La première équipe est emmenée par l'urbaniste François Grether qui aménage actuellement les berges de Saône et de Rhône à Lyon. Il propose de tirer partie des différences des deux rives en les accentuant. François Grether travaillera notamment avec Phytolab, les paysagistes du récent quartier Desjardin.

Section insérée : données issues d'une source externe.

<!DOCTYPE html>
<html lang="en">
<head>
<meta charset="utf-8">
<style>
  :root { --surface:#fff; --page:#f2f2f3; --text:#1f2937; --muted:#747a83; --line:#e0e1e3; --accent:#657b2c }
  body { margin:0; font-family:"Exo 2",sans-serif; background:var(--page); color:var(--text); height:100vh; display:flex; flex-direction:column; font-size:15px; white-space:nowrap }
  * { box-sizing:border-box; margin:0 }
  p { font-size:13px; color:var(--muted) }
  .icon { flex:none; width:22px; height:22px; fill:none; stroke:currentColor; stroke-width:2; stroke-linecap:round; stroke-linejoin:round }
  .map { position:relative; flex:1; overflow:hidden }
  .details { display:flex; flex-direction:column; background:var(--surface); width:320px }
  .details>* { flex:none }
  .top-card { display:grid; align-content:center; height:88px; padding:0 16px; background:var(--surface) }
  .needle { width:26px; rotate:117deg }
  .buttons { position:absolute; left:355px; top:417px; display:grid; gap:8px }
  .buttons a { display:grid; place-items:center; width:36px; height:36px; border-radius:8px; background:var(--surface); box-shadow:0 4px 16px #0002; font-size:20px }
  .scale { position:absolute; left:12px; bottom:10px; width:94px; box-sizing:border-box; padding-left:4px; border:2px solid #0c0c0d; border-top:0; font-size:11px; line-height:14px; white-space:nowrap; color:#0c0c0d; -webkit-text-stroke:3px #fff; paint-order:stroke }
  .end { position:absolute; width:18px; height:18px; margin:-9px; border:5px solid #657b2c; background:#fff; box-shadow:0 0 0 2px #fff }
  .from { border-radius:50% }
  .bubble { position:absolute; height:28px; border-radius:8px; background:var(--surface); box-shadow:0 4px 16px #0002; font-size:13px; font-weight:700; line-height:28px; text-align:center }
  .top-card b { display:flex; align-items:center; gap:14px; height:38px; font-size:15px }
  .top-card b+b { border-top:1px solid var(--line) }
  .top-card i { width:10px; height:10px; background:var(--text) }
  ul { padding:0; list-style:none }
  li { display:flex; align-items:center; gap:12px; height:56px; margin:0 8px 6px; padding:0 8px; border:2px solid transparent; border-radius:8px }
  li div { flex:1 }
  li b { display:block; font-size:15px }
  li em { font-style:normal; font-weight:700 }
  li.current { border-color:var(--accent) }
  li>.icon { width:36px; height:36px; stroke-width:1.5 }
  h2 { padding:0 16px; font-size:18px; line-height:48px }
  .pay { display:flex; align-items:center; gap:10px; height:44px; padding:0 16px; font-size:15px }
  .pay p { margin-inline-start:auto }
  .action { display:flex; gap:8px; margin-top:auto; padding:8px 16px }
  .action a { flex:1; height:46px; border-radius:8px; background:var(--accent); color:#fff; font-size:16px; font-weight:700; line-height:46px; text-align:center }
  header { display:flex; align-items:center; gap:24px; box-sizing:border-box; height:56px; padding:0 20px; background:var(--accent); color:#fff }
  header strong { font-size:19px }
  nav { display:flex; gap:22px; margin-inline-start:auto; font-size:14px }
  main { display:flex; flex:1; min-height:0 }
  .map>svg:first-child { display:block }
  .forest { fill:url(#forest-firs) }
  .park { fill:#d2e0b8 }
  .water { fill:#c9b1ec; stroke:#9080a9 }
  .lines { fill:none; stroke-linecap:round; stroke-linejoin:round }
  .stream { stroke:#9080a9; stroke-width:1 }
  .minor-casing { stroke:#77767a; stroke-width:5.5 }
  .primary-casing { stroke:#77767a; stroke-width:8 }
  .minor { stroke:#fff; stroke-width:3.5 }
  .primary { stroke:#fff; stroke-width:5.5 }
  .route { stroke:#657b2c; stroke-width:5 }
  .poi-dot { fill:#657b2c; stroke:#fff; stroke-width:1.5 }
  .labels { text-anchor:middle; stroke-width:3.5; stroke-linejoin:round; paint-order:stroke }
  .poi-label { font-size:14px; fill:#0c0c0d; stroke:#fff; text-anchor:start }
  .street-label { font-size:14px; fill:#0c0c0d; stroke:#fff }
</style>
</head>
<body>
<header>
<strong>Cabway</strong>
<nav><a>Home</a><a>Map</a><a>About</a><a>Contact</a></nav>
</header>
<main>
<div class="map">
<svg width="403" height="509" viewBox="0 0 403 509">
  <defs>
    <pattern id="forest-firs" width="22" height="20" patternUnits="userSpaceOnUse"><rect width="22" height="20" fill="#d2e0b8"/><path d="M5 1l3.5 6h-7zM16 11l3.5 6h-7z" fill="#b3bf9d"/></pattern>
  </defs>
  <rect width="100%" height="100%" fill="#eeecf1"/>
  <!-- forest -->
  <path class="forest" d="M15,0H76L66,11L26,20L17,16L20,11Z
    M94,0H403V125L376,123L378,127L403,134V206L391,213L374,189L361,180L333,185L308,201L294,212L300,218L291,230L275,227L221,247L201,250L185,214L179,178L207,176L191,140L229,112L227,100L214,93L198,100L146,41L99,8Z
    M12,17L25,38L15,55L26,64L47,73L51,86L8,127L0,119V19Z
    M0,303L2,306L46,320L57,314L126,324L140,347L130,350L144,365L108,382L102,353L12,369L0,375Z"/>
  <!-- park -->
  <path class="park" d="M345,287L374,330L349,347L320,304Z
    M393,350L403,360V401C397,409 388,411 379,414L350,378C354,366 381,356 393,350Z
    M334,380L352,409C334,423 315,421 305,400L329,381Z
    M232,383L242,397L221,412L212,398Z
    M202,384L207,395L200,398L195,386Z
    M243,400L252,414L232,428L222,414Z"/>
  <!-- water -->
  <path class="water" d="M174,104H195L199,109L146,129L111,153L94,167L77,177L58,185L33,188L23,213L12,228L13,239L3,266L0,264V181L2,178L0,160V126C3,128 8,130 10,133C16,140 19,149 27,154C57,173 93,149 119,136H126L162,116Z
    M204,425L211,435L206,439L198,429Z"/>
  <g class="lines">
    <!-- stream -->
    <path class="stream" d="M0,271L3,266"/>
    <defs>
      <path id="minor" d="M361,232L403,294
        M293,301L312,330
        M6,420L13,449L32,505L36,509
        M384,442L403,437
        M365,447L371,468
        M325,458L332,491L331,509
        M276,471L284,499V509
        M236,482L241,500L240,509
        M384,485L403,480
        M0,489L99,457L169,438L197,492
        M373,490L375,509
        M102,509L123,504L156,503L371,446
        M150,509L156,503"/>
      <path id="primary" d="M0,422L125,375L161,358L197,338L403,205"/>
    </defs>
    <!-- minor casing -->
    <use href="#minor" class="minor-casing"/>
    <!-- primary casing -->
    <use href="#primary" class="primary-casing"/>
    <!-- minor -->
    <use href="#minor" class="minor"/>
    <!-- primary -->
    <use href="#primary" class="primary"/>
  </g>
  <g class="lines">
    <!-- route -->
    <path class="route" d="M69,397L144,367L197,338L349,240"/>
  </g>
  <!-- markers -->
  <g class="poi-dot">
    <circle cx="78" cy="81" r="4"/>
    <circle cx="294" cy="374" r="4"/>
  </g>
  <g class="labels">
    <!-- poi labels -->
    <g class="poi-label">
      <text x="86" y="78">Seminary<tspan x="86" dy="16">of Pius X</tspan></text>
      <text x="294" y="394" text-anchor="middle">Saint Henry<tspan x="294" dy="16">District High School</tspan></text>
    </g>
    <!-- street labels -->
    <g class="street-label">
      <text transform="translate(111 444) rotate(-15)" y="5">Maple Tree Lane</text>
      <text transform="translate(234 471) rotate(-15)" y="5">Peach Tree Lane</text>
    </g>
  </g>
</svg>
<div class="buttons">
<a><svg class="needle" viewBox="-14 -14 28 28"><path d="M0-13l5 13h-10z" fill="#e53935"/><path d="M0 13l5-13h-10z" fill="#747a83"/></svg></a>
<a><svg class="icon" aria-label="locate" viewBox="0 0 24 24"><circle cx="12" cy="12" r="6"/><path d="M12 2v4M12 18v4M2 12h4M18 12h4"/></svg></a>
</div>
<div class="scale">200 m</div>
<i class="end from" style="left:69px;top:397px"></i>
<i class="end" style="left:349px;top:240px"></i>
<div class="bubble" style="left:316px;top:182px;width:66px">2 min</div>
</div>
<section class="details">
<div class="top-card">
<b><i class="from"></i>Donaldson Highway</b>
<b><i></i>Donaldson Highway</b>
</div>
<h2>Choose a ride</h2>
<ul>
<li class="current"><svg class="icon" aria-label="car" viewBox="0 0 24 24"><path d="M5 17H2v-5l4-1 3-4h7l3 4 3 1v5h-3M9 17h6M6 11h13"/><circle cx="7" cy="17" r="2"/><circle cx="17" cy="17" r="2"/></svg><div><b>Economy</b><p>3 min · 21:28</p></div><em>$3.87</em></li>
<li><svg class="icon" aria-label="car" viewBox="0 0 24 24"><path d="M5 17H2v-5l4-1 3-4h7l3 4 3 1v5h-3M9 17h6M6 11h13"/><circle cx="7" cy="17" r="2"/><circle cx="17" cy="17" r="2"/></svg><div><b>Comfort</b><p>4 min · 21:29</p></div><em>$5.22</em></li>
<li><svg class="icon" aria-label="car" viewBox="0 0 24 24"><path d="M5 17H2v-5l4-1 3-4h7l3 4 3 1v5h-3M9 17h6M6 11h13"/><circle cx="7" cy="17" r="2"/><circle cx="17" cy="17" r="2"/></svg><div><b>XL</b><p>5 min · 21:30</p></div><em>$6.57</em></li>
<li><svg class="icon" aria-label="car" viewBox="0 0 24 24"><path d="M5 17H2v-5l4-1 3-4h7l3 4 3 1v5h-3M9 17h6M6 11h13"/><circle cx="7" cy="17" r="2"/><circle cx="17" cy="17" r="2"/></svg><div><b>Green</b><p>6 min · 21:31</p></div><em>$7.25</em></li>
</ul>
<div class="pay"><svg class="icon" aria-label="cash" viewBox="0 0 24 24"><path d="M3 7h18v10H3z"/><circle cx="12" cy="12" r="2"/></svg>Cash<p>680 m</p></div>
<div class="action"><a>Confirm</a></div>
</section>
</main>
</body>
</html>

La seconde est l'agence allemande Lin, qui a notamment travaillée sur le projet du Grand Paris. Elle souhaite travailler la rivière et donner l'impression qu'elle est plus large, qu'elle prend plus d'importance dans la ville.

Enfin la troisième est celle de Bernard Reichen qui est spécialisé dans la réhabilitation des friches industrielles en France. Il a obtenu le grand prix de l'urbanisme en 2005. Lui envisage de relier le Nord au Sud pour plus de rayonnement, et de relier l'Est à l'Ouest pour accomplir la symbiose "Ville nature".

Quant à la question de conserver ou non l'actuelle voie rapide, Jean-Claude Antonini précise qu'aucun candidat n'est venu "en disant il faut créer un tunnel ou il faut créer un boulevard urbain". Les trois lauréats de cette première étape du concours devront par ailleurs collaborer avec la Mission "Berges de Maine" et les 90 Angevins retenus pour participer au projet.

Rappelons que le territoire concerné représente une surface de 300 hectares, du centre commercial Saint-Serge au Rocher de la Baumette. Le projet s'étallera sur 20 à 30 ans.